Single leader per partition. One replica per partition per AZ.
“The leader is always up to date” (?)
GetItem: The “request router” performs auth, and then reads from a storage node that contains data for that partition. This is an “eventually consistent read”.
PutItem: The router writes to the leader (for the partition), which replicates to two other nodes, waiting for at least one ack.
Thousands of request routers, thousands of storage nodes. Multi-AZ.
Request routers are stateless.
Request routers call out to the “Partition Metadata System” to find the right leader for a partition.
Each Dynamo table has a primary hash key. Range partitions based on the hash.
Storage nodes have a B-tree with a WAL.
“Auto Admin” is a control plane service that:
Detects node failure and transfers partitions from that node onto new nodes
Updates the “partition metadata system”
Secondary indexes are partitioned, but separately from the base table.
A “Log Propagator” watches the WAL on each node and updates secondary indexes. A change to the key that the secondary index is based on could move the index to a new partition.
Write amplication. 5 secondary indices are allowed, so in the worst case a single PUT can touch 33 different storage nodes (2 nodes for each index move, 1 node for the initial put, times 3 for replication).
Dynamo tables can have provisioned table capacity; RCUs and WCUs (per second)
Capacity units are sized at 4kB, so operations on larger rows might need more than one per
Dynamo splits up the capacity units evenly between partitions
Token bucket sized at 300x the RCU/WCU value → the bucket fills up in 5 minutes when idle
Adaptive Capacity helps balance uneven load between partitions. Set a multiplier for the rate at which the bucket is refilled dynamically using a PID Controller. Doesn’t change the amount you’re billed.
Auto Scaling does the same thing but works for sustained spikes; bills you more. Cloudwatch is used to trigger changes.
Didn’t go into what this translates to under the hood. Is a table replicated onto more nodes when more RCUs are assigned to it? How are writes scaled? A larger number of smaller partitions?
Table restore
Backups are stored in S3
WALs are written out (& reclaimed) directly when they get too large
The B-tree is serialized out as well at a slower interval, but this is done “online”, so this isn’t strictly consistent (and isn’t a snapshot)
To restore to a point in time, you go back to the latest B-tree “snapshot” before that time, and then replay logs until that point. How does this get around inconsistency within the B-Tree backup?
Auto-admin splits up partitions when they become too large, which makes restores more complicated. Solved by filtering by key-range per split partition.

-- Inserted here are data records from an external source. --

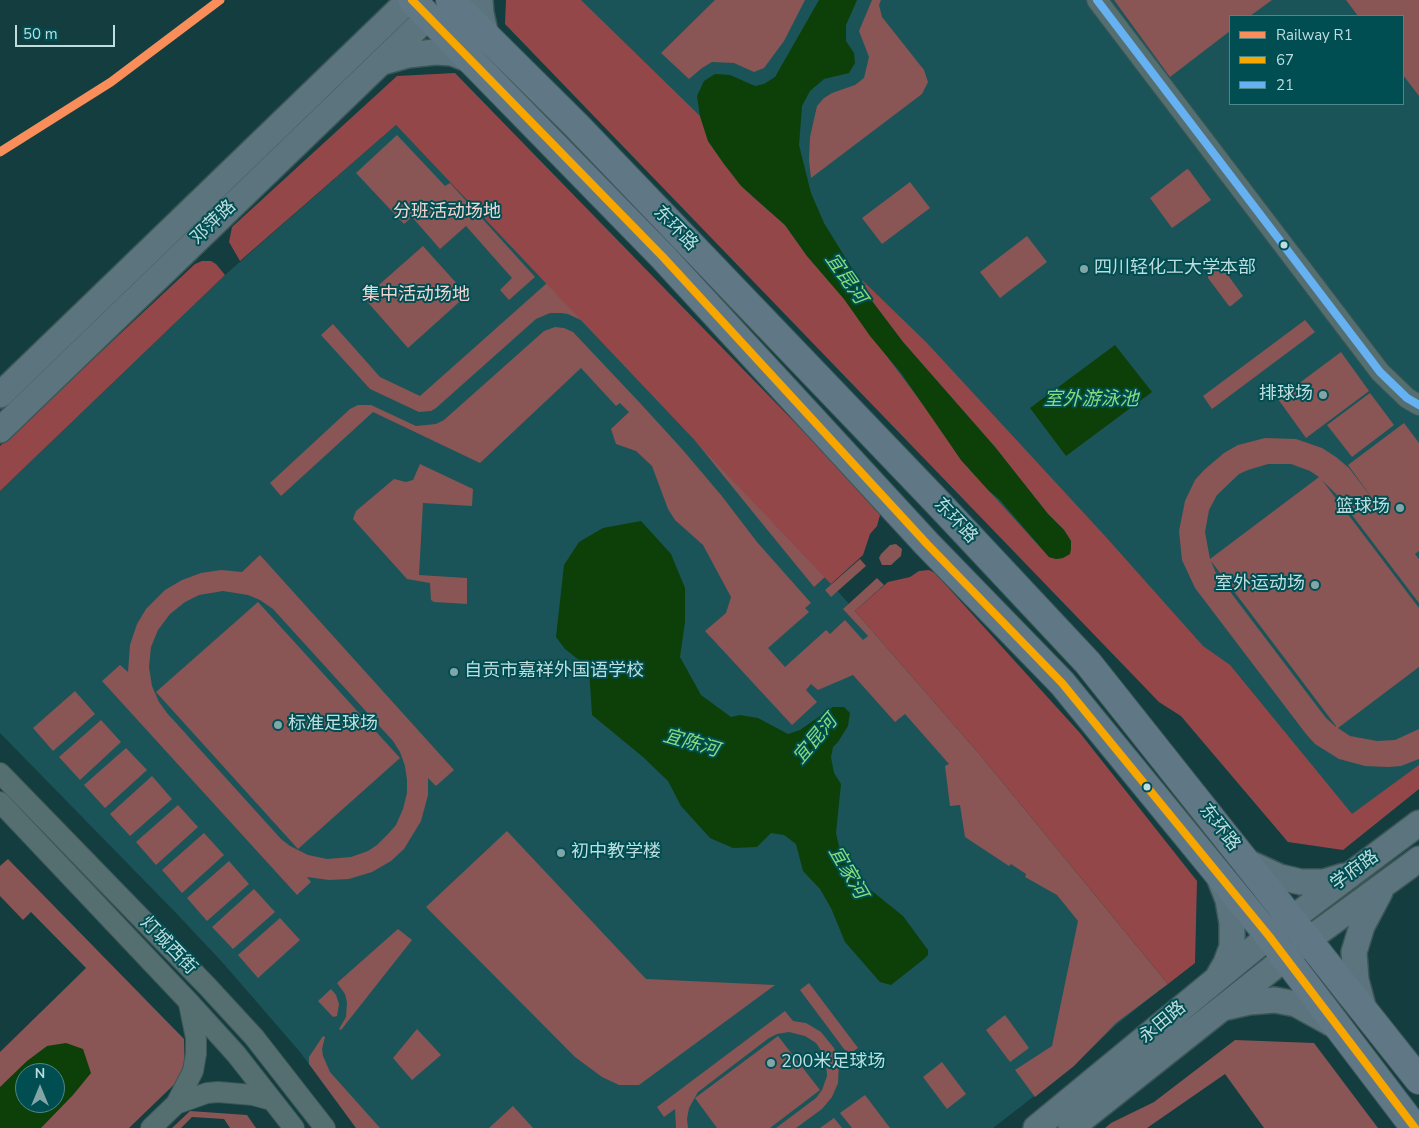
<!DOCTYPE html>
<meta charset="utf-8">
<style>
body{margin:0}
#map{position:relative;width:1419px;height:1128px;overflow:hidden;background:#133d3f;font-family:"Nunito Sans",sans-serif}
canvas{display:block}
.legend{position:absolute;left:1229px;top:15px;width:175px;height:90px;box-sizing:border-box;background:#004e52;border:1px solid #4c878a;margin:0;padding:6px 9px;list-style:none;font-size:15px;color:#bedddf}
.legend li{display:flex;align-items:center;gap:10px;height:25px}
.legend b{width:25px;border:1px solid #4c878a}
.north{position:absolute;left:15px;top:1063px;width:50px;height:50px;box-sizing:border-box;background:#004e52;border:1px solid #4c878a;border-radius:50%;rotate:0deg;font-size:14px;font-weight:700;line-height:20px;text-align:center;color:#bedddf}
.north::after{content:'';display:block;margin:auto;width:18px;height:22px;background:#82a5a7;clip-path:polygon(50% 0,100% 100%,50% 72%,0 100%)}
.scale{position:absolute;left:15px;top:25px;width:100px;height:22px;box-sizing:border-box;border:2px solid #bedddf;border-top:0;padding-left:6px;font-size:15px;line-height:18px;white-space:nowrap;color:#bedddf;-webkit-text-stroke:4px #004e52;paint-order:stroke}
</style>
<div id="map">
<canvas width="1419" height="1128"></canvas>
<ul class="legend">
<li><b style="height:6px;background:#fa8e5a"></b>Railway R1</li>
<li><b style="height:6px;background:#f7a600"></b>67</li>
<li><b style="height:6px;background:#66b1f2"></b>21</li>
</ul>
<div class="north">N</div>
<div class="scale">50 m</div>
</div>
<script>
const ctx = document.querySelector('canvas').getContext('2d');
ctx.lineJoin = 'round';
function fillPath(path, color) {
  ctx.fillStyle = color;
  ctx.fill(path, 'evenodd');
}
function shape(rows) {
  const path = new Path2D();
  for (const r of rows) {
    path.moveTo(r[0], r[1]);
    for (let i = 2; i < r.length; i += 2) path.lineTo(r[i], r[i + 1]);
  }
  return path;
}
function trace(path, color, width, dash) {
  ctx.strokeStyle = color;
  ctx.lineWidth = width;
  ctx.lineCap = dash ? 'butt' : 'round';
  ctx.setLineDash(dash || []);
  ctx.stroke(path);
}
function drawText(font, color, halo, rows, align = 'center') {
  ctx.font = font + ' "Nunito Sans","Noto Sans SC",sans-serif';
  ctx.lineWidth = 4;
  ctx.setLineDash([]);
  ctx.textBaseline = 'middle';
  ctx.strokeStyle = halo;
  ctx.fillStyle = color;
  for (const [text, x, y, turn = 0] of rows) {
    ctx.save();
    ctx.translate(x, y);
    ctx.rotate((+turn || 0) * Math.PI / 180);
    ctx.textAlign = isNaN(turn) ? turn : align;
    if (halo) ctx.strokeText(text, 0, 0);
    ctx.fillText(text, 0, 0);
    ctx.restore();
  }
}
const built = shape([
 [506,0,1419,0,1419,789,1288,842,1181,716,1159,702],
 [1230,16,1403,16,1403,104,1230,104],
 [396,125,796,543,981,756,1167,984,1115,1026,1072,1067,993,1128,356,1128,300,1052,223,963,176,913,0,733,0,491,225,275]
]);
const green = shape([
 [715,0,805,0,784,41,764,68,754,72,734,63,712,62,702,68,689,79,661,53],
 [872,0,881,0,879,5,882,17,924,70,928,82,922,94,811,178,809,160,810,137,817,106,824,98,832,93,855,85,864,78,869,57,859,31],
 [1114,0,1272,0,1250,16,1230,16,1230,31,1170,77],
 [1346,0,1419,0,1419,96,1403,75,1403,16,1358,16],
 [397,135,445,186,450,183,535,277,509,300,500,290,512,278,466,226,440,249,412,217,404,224,356,173],
 [1187,169,1189,170,1211,200,1172,228,1150,198],
 [910,182,930,208,882,244,862,218],
 [1027,236,1047,262,1000,298,980,272],
 [423,246,467,295,408,348,364,298],
 [1219,266,1222,267,1243,296,1231,306,1229,306,1208,278,1208,275],
 [547,283,585,322,568,314,561,313,550,313,536,319,436,408,431,411,419,412,370,389,321,335,333,324,380,377,420,396],
 [1305,320,1315,332,1212,409,1203,396],
 [555,327,564,328,573,332,640,403,682,449,721,495,757,542,811,603,805,608,809,612,768,648,785,667,826,630,830,634,845,620,863,640,868,636,843,609,877,578,884,585,855,611,981,756,1168,984,1116,1023,1074,1066,1035,1097,1015,1070,1052,1046,1078,921,1057,895,1025,877,1026,874,1011,864,1009,866,965,837,960,805,950,806,945,766,949,764,905,714,895,722,853,675,818,690,811,684,806,690,817,702,792,725,705,631,726,613,731,597,703,545,675,520,668,509,652,466,636,451,616,444,611,429,629,412,620,403,616,406,581,368,480,463,373,412,281,496,270,483,350,409,358,405,371,405,416,426,436,424,444,420,544,331],
 [1341,352,1369,391,1306,438,1278,399],
 [1370,393,1394,425,1352,457,1327,425],
 [1404,423,1419,443,1419,551,1415,554,1419,559,1419,603,1336,494,1322,480,1419,608,1419,667,1338,728,1350,736,1377,741,1395,740,1419,729,1419,759,1401,766,1388,767,1365,766,1339,759,1315,744,1306,734,1195,588,1182,560,1179,531,1185,501,1195,480,1204,470,1224,453,1238,445,1265,438,1296,439,1322,448,1336,457,1349,468,1375,502,1348,465],
 [1268,464,1291,464,1310,471,1319,477,1210,559,1205,532,1209,510,1217,495,1239,474,1248,470],
 [1211,561,1336,726,1336,727,1326,718,1310,697,1216,573],
 [693,438,825,577,814,587,743,500],
 [420,464,473,489,472,506,423,503,419,575,467,578,467,604,434,602,431,600,430,583,407,579,353,519,356,511,394,479,406,482,413,480],
 [896,544,902,549,901,556,891,565,882,565,879,558,881,554,890,545],
 [260,555,454,770,436,786,428,778,428,795,421,821,404,849,391,861,372,872,349,879,329,880,307,877,311,882,297,895,102,681,120,665,128,672,130,645,137,624,146,609,165,590,182,580,201,573,221,570,242,572],
 [223,591,248,595,260,600,273,609,393,741,400,752,405,766,407,780,407,793,403,809,396,825,389,833,377,845,368,851,351,857,327,859,308,855,290,846,281,839,167,713,159,702,152,686,149,667,151,647,158,630,170,614,185,602,199,595],
 [860,559,866,566,831,597,825,590],
 [258,602,400,758,298,849,156,692],
 [75,691,95,714,53,751,33,728],
 [101,720,121,742,80,780,59,757],
 [126,748,147,770,105,808,84,785],
 [152,776,172,799,130,836,110,814],
 [178,805,198,827,156,865,136,842],
 [507,831,646,979,775,985,639,1085,619,1085,602,1077,575,1057,426,907],
 [204,833,224,855,182,893,162,870],
 [8,859,184,1039,185,1074,129,1128,0,1128,0,1052,86,968,31,912,23,920,0,896,0,866],
 [25,1073,55,1073,55,1103,25,1103],
 [229,861,249,884,207,921,187,898],
 [254,889,275,912,233,949,212,927],
 [280,918,300,940,258,978,238,955],
 [398,929,412,940,341,1030,339,1029,346,1017,347,1002,345,994,337,983],
 [809,983,858,1048,852,1052,848,1052,844,1049,800,990],
 [331,989,336,995,339,1004,337,1016,333,1017,318,1001],
 [785,1011,793,1021,806,1023,821,1032,834,1048,839,1062,838,1083,832,1097,822,1109,796,1128,776,1128,816,1098,822,1090,827,1076,826,1058,816,1043,805,1036,789,1032,777,1034,769,1038,698,1092,689,1108,687,1119,688,1128,676,1128,675,1109,664,1117,657,1107],
 [1005,1015,1029,1048,1010,1062,986,1030],
 [417,1029,441,1055,412,1080,393,1058],
 [323,1036,325,1037,322,1049,323,1056,330,1072,380,1128,356,1128,309,1064,309,1057],
 [778,1036,820,1090,770,1128,717,1128,695,1098],
 [1235,1040,1314,1043,1378,1128,1264,1128,1225,1074,1147,1128,1105,1128,1111,1123,1154,1102],
 [942,1062,966,1094,947,1109,923,1077],
 [865,1095,890,1128,852,1128,840,1113],
 [513,1106,533,1128,489,1128],
 [190,1111,247,1115,256,1128,230,1128,224,1119,192,1117,181,1128,172,1128],
 [834,1118,842,1128,820,1128]
]);
const forest = shape([
 [506,0,581,0,700,116,708,141,724,164,753,197,785,225,807,256,844,299,939,426,961,460,1049,557,1056,559,1063,558,1071,541,1064,530,1048,514,995,447,903,342,872,301,862,280,926,342,1105,536,1203,646,1230,665,1352,814,1419,765,1419,789,1343,850,1288,842,1181,716,1159,702,505,24],
 [455,73,878,508,880,515,877,526,870,534,863,555,831,584,396,125,240,261,229,242,232,227,397,76],
 [202,261,211,261,216,264,225,275,0,491,0,446,195,264],
 [929,570,935,573,1080,733,1197,881,1195,963,1168,984,981,756,855,611,888,582,910,577,919,571]
]);
const water = shape([
 [819,0,857,0,846,25,846,41,854,53,855,63,849,73,824,79,810,91,802,106,799,145,811,193,824,223,872,301,903,342,995,447,1048,514,1064,530,1071,541,1071,549,1070,554,1063,558,1056,559,1049,557,999,499,989,491,961,460,901,373,870,336,844,299,807,256,785,225,741,186,724,164,708,141,700,116,697,96,704,81,715,74,730,75,755,86,764,84,775,77],
 [1115,345,1152,392,1066,456,1030,408],
 [641,521,671,554,685,588,685,622,680,657,701,695,731,717,740,715,758,718,788,734,800,730,833,707,844,707,850,713,848,726,838,742,833,747,831,757,834,773,841,784,836,833,840,851,867,887,903,916,928,950,928,955,924,959,891,985,880,982,845,942,831,908,820,889,803,871,796,844,784,835,771,833,757,847,733,848,710,838,681,806,668,781,643,757,592,715,589,668,565,649,556,637,564,565,579,542,603,528],
 [66,1043,83,1049,91,1073,73,1095,41,1128,0,1128,0,1087,27,1061,47,1046],
 [25,1073,55,1073,55,1103,25,1103]
]);
const minor = shape([
 [1097,0,1380,372,1407,398,1419,405],
 [0,773,207,986,254,1037,325,1128],
 [0,802,188,1001,236,1054,294,1128],
 [176,1104,207,1093,218,1092,253,1095,271,1100],
 [151,1128,176,1104,193,1071,196,1054,196,1038,189,1004]
]);
const major = shape([
 [480,0,481,13,486,36],
 [383,62,408,55,435,52,452,53,470,60],
 [0,395,409,0],
 [0,430,428,17],
 [1245,861,1280,877,1301,882,1324,882,1344,876],
 [1219,975,1226,963,1232,947,1232,923,1228,900,1219,877],
 [1227,1007,1249,1002,1275,1000,1296,1004,1336,1026],
 [1364,1010,1356,980,1354,952,1362,926,1380,892],
 [1036,1128,1269,936,1419,823],
 [1071,1128,1308,940,1419,859]
]);
const highway = shape([
 [412,0,663,257,927,544,1062,683,1269,936,1415,1128],
 [450,0,577,126,940,505,1088,663,1419,1080]
]);
const bus1 = shape([
 [412,0,663,257,927,544,1062,683,1269,936,1415,1128]
]);
const bus2 = shape([
 [1097,0,1380,372,1407,398,1419,405]
]);
const rail1 = shape([
 [0,152,111,82,220,0]
]);
const markers = [
 [1284,245,4.5,"#bedddf"],
 [1084,269,5,"#82a5a7"],
 [1323,395,5,"#82a5a7"],
 [1400,508,5,"#82a5a7"],
 [1315,585,5,"#82a5a7"],
 [454,672,5,"#82a5a7"],
 [278,725,5,"#82a5a7"],
 [1147,787,4.5,"#bedddf"],
 [561,853,5,"#82a5a7"],
 [771,1063,5,"#82a5a7"]
];
const parkNames = [
 ["分班活动场地",447,213],
 ["集中活动场地",416,296]
];
const streetNames = [
 ["邓萍路",214,223,-44],
 ["东环路",675,229,46],
 ["东环路",955,521,47],
 ["东环路",1219,828,52],
 ["学府路",1355,871,-36],
 ["灯城西街",168,946,46],
 ["永田路",1163,1023,-40]
];
const poiNames = [
 ["四川轻化工大学本部",1094,269],
 ["排球场",1313,395,"right"],
 ["篮球场",1390,508,"right"],
 ["室外运动场",1305,585,"right"],
 ["自贡市嘉祥外国语学校",464,672],
 ["标准足球场",288,725],
 ["初中教学楼",571,853],
 ["200米足球场",781,1063]
];
const waterNames = [
 ["宜昆河",845,279,55],
 ["室外游泳池",1091,400],
 ["宜昆河",816,740,-50],
 ["宜陈河",691,744,16],
 ["宜家河",847,873,60]
];
fillPath(built, '#1b5458');
fillPath(green, '#895555');
fillPath(forest, '#944749');
fillPath(water, '#0d3f09');
trace(minor, '#3b5657', 22);
trace(major, '#3b5657', 28);
trace(highway, '#3b5657', 30);
trace(minor, '#556f70', 20);
trace(major, '#5b747d', 25);
trace(highway, '#607886', 28);
trace(bus1, '#f7a600', 8);
trace(bus2, '#66b1f2', 8);
trace(rail1, '#fa8e5a', 9);
for (const [x, y, r, color] of markers) {
  const dot = new Path2D();
  dot.arc(x, y, r, 0, 2 * Math.PI);
  ctx.fillStyle = color;
  ctx.fill(dot);
  trace(dot, '#004e52', 2);
}
drawText('18px', '#f1d5d3', '#004e52', parkNames);
drawText('18px', '#bedddf', '#004e52', streetNames);
drawText('18px', '#bedddf', '#004e52', poiNames, 'left');
drawText('italic 19px', '#87dc79', '#004e52', waterNames);
</script>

On-demand backups are similar, but this first triggers a request to all storage nodes to upload their WALs; the backup is taken once all WALs for that instant (and before) have made it to S3.
Streams
All mutations to a table are put in a queue (SQS?) with no duplicates
Operations for a given key are always in order (per-partition ordering)
Storage nodes write (async) directly to a stream shard. There’s some notion of a successful write, so storage nodes can wait for stream infra to failover if necessary and then catch up.
Average latency is tens of ms.
Global Tables
Multi-master, cross-region
This service is external to DynamoDB for the most part
Each region streams to ship changes across the wire to all other regions
A bit more complexity here to handle changing numbers of shards in the stream when partition counts change
Conflict resolution
LWW
Timestamps are millisecond-resolution, with an extra three digits that correspond to an operation number for that millisecond. This implies that 1000 operations / ms is a hard limit.
The region ID is used to break ties
How is timestamp drift dealt with?
Questions
What is the actual replication factor? How many acks?
During a write, what happens if the ack that the leader didn’t wait for is lost? How does the remaining node catch up?
How are the “Auto Admin”, “Metadata Service”, and “Log Propagator” services made fault-tolerant?